> [EXERCISE INSTRUCTIONS]: Quote from the first line below through the line that contains "1px #7f7871) drop-shadow(0", both included, and leave the pictures out.

[Records excerpted from a collection]

========

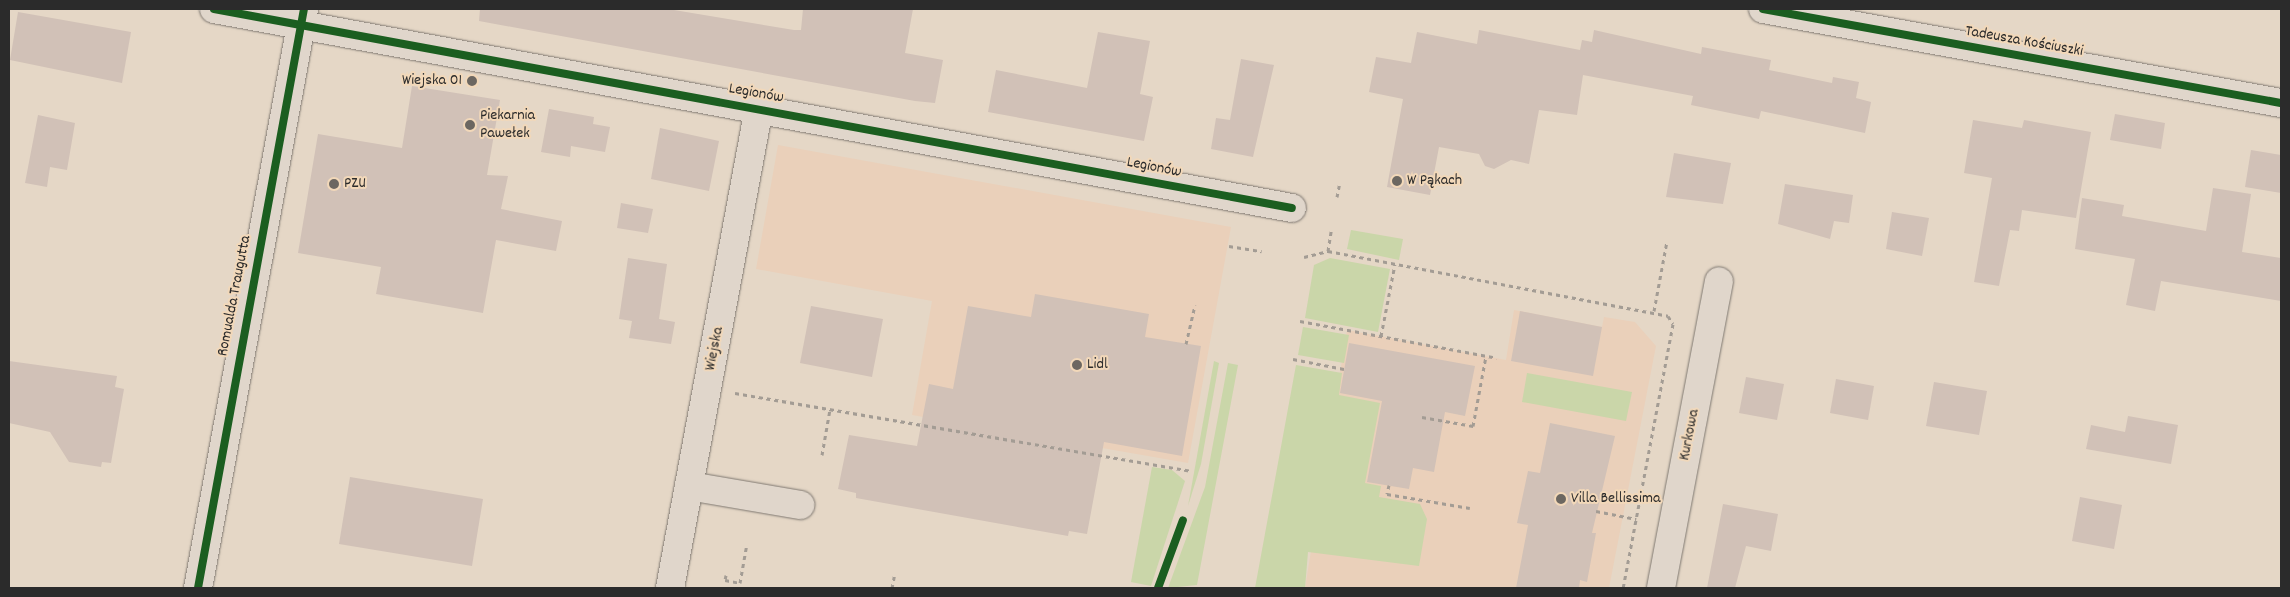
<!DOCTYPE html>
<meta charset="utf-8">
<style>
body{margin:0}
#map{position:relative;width:2290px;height:597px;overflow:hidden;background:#e5d7c6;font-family:Dekko,sans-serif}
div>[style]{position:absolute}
.built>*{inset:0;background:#ead0ba}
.green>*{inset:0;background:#cad6a9}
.building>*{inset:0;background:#d1c1b7}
.path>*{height:3px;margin-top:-1.5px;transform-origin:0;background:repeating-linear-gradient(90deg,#a39c94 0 4px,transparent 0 8px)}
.roads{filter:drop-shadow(0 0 1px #7f7871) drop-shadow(0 0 1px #7f7871)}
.minor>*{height:28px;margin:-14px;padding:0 14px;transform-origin:14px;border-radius:14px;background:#e0d6cb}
.cycleway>*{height:8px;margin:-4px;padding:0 4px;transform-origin:4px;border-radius:4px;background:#1b5e20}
.dots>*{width:14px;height:14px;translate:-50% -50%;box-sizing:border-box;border:2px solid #f2d8b9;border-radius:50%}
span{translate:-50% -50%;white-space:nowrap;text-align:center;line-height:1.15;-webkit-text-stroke:4px #f2d8b9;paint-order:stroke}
.street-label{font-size:16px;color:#2b2b2b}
.poi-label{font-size:16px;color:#2b2b2b}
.right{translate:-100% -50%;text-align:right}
.left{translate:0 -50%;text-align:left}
.frame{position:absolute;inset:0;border:10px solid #2b2b2b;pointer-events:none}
</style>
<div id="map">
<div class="built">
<i style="clip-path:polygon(778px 145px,1231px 227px,1188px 463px,912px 415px,932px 301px,756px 269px)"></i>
<i style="clip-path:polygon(1514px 310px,1602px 327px,1604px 317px,1635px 322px,1656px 346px,1609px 588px,1305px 588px,1347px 330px,1506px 360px)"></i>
</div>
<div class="green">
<i style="clip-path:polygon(1351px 230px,1403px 239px,1399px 260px,1347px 249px)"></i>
<i style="clip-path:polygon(1330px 258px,1390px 269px,1378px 332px,1305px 318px,1314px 265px)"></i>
<i style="clip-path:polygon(1303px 327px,1349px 335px,1344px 363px,1298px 355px)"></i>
<i style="clip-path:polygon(1214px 361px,1219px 363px,1201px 464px,1188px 506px)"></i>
<i style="clip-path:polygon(1228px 363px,1238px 365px,1197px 585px,1168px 588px,1205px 487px)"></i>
<i style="clip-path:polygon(1296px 365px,1342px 373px,1339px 395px,1380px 403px,1365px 483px,1381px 486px,1379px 497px,1420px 504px,1427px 519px,1419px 566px,1308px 552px,1305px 588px,1255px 588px)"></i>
<i style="clip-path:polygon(1527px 373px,1632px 392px,1626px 421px,1522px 402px)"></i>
<i style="clip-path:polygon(1152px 467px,1172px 470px,1185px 481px,1151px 586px,1131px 582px)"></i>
</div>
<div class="building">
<i style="clip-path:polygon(480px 9px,668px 9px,794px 30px,801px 30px,803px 9px,913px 9px,905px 53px,943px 60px,935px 103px,915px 101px,479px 21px)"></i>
<i style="clip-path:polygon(18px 12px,131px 32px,122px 83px,10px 60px)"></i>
<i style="clip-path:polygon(1479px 30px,1580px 50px,1582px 40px,1592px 42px,1594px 30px,1701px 54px,1702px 47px,1771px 60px,1769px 70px,1832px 83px,1833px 77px,1859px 82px,1856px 98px,1871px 102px,1865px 133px,1761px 111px,1759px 119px,1691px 105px,1693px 96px,1583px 75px,1577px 115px,1539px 110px,1529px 164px,1511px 160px,1494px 169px,1485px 166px,1479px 154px,1439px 147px,1430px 195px,1387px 187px,1403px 99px,1369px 92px,1376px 57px,1411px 63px,1417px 32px,1477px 44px)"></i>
<i style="clip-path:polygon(1098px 32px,1150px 41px,1140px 94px,1153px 97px,1144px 141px,988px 112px,996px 70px,1087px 88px)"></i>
<i style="clip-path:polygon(1241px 59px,1274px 65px,1253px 157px,1211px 149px,1216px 118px,1230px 120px)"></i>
<i style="clip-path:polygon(412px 86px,500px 100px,487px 175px,508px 176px,501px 209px,562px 221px,556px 251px,496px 240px,483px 313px,376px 294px,381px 267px,298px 253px,318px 134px,402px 148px)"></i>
<i style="clip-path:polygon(549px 109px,594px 117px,593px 124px,610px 127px,605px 152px,571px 146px,570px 157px,541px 152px)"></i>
<i style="clip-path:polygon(2115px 114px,2165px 123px,2161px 149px,2110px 140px)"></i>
<i style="clip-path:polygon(38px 115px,75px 123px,67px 170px,50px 167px,47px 187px,25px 183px)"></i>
<i style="clip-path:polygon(1973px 120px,2022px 128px,2024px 120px,2091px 132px,2076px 218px,2022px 210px,2019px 231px,2010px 230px,1999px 286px,1974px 282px,1992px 178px,1964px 173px)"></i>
<i style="clip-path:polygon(660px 128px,719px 141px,709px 191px,651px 179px)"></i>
<i style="clip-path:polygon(2251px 150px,2281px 155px,2281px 193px,2245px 187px)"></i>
<i style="clip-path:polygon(1674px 153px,1731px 163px,1723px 204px,1666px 197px)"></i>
<i style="clip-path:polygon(1785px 184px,1853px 195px,1849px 223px,1834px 221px,1830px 239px,1778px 224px)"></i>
<i style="clip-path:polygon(2213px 188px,2251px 194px,2242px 252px,2281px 258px,2281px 301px,2161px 281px,2155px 311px,2126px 305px,2135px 259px,2075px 249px,2082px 198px,2124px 205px,2122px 216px,2206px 231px)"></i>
<i style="clip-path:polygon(621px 203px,653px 209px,648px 233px,617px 228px)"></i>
<i style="clip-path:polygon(1892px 212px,1929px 218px,1922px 256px,1886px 249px)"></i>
<i style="clip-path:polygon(628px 258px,667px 264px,659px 319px,675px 322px,671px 344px,629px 338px,632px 321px,619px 319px)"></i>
<i style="clip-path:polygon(1035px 294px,1149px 314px,1145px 337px,1201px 346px,1182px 456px,1104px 442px,1087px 534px,1069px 531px,1068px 536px,856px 498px,856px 493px,838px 489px,849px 435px,917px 446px,929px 384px,953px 389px,968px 306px,1031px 317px)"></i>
<i style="clip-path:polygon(811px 306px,883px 319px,872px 377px,800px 363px)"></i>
<i style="clip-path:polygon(1520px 311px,1602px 327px,1593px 376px,1511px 361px)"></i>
<i style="clip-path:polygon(1349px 343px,1475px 366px,1465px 416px,1445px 412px,1434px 472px,1413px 468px,1409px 489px,1367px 482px,1382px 401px,1340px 393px)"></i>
<i style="clip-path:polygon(9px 361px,117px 376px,115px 387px,124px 389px,111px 463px,102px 462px,101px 467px,69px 462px,50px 432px,9px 423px)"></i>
<i style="clip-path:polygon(1746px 377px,1784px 384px,1777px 420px,1739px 413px)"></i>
<i style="clip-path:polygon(1836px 379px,1874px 386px,1868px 420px,1830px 413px)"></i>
<i style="clip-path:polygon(1934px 382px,1987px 391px,1979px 435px,1926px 426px)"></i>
<i style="clip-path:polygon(2128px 416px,2178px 425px,2171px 464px,2086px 449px,2091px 425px,2125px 432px)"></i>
<i style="clip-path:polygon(1550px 423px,1615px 436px,1592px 533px,1596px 533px,1587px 582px,1580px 580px,1579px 588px,1516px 588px,1528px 525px,1517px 523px,1528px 471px,1540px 473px)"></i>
<i style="clip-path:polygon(350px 477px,483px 499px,472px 566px,339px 544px)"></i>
<i style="clip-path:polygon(2080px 497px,2122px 505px,2114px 549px,2072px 541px)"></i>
<i style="clip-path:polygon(1723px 504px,1778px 514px,1771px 551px,1746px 546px,1735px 588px,1707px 588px)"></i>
</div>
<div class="path">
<i style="left:1337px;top:197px;width:15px;rotate:-79deg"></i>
<i style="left:1229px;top:246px;width:33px;rotate:9deg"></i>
<i style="left:1328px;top:251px;width:346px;rotate:10.8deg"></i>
<i style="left:1668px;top:316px;width:9px;rotate:58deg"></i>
<i style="left:1673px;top:324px;width:269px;rotate:100.7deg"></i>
<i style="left:1304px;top:257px;width:25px;rotate:-14deg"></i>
<i style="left:1328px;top:251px;width:20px;rotate:-81deg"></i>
<i style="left:1654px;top:311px;width:71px;rotate:-79.5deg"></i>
<i style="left:1300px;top:321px;width:200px;rotate:10.6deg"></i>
<i style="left:1381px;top:336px;width:73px;rotate:-79deg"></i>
<i style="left:1186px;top:344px;width:40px;rotate:-77deg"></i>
<i style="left:1293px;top:359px;width:52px;rotate:11.1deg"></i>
<i style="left:735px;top:393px;width:462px;rotate:9.7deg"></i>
<i style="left:1422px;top:417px;width:52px;rotate:10deg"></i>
<i style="left:1473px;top:426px;width:71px;rotate:-79.5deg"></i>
<i style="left:822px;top:455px;width:47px;rotate:-80.1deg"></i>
<i style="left:1389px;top:485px;width:9px;rotate:103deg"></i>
<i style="left:1387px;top:494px;width:84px;rotate:9.6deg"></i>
<i style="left:1596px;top:511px;width:41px;rotate:11.3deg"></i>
<i style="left:726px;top:575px;width:5px;rotate:101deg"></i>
<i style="left:725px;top:580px;width:15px;rotate:11deg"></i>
<i style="left:740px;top:583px;width:39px;rotate:-80deg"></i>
<i style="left:892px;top:588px;width:15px;rotate:-79deg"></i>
</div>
<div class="roads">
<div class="minor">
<i style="left:214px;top:9px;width:1096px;rotate:10.46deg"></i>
<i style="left:1763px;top:9px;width:526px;rotate:10.29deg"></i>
<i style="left:689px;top:486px;width:113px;rotate:9.7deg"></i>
<i style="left:198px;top:588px;width:589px;rotate:-79.63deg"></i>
<i style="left:670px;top:588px;width:487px;rotate:-79.5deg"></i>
<i style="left:1661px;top:588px;width:312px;rotate:-79.3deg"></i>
</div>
</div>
<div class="cycleway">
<i style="left:214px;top:9px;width:1096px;rotate:10.46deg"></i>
<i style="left:1763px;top:9px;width:526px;rotate:10.29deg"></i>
<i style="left:198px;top:588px;width:589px;rotate:-79.63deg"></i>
<i style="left:1158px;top:588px;width:72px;rotate:-69.8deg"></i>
</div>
<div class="dots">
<i style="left:472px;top:81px;background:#6c6761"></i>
<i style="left:470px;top:125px;background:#6c6761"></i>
<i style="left:1397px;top:181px;background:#6c6761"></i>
<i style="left:334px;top:184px;background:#6c6761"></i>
<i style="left:1077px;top:365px;background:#6c6761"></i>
<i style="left:1561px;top:499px;background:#6c6761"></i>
</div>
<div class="street-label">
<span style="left:2024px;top:42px;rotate:10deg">Tadeusza Kościuszki</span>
<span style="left:756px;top:94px;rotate:10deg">Legionów</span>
<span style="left:1154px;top:168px;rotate:11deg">Legionów</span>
<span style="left:235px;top:296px;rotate:-79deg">Romualda Traugutta</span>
<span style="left:715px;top:349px;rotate:-79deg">Wiejska</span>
<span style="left:1690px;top:435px;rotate:-79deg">Kurkowa</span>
</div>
<div class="poi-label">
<span class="right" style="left:462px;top:81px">Wiejska 01</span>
<span class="left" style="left:480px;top:125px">Piekarnia<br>Pawełek</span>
<span class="left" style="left:1407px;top:181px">W Pąkach</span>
<span class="left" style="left:344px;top:184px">PZU</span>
<span class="left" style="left:1087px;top:365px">Lidl</span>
<span class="left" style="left:1571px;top:499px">Villa Bellissima</span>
</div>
<div class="frame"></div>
</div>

========

> [TASK RESPONSE]:
<!DOCTYPE html>
<meta charset="utf-8">
<style>
body{margin:0}
#map{position:relative;width:2290px;height:597px;overflow:hidden;background:#e5d7c6;font-family:Dekko,sans-serif}
div>[style]{position:absolute}
.built>*{inset:0;background:#ead0ba}
.green>*{inset:0;background:#cad6a9}
.building>*{inset:0;background:#d1c1b7}
.path>*{height:3px;margin-top:-1.5px;transform-origin:0;background:repeating-linear-gradient(90deg,#a39c94 0 4px,transparent 0 8px)}
.roads{filter:drop-shadow(0 0 1px #7f7871) drop-shadow(0 0 1px #7f7871)}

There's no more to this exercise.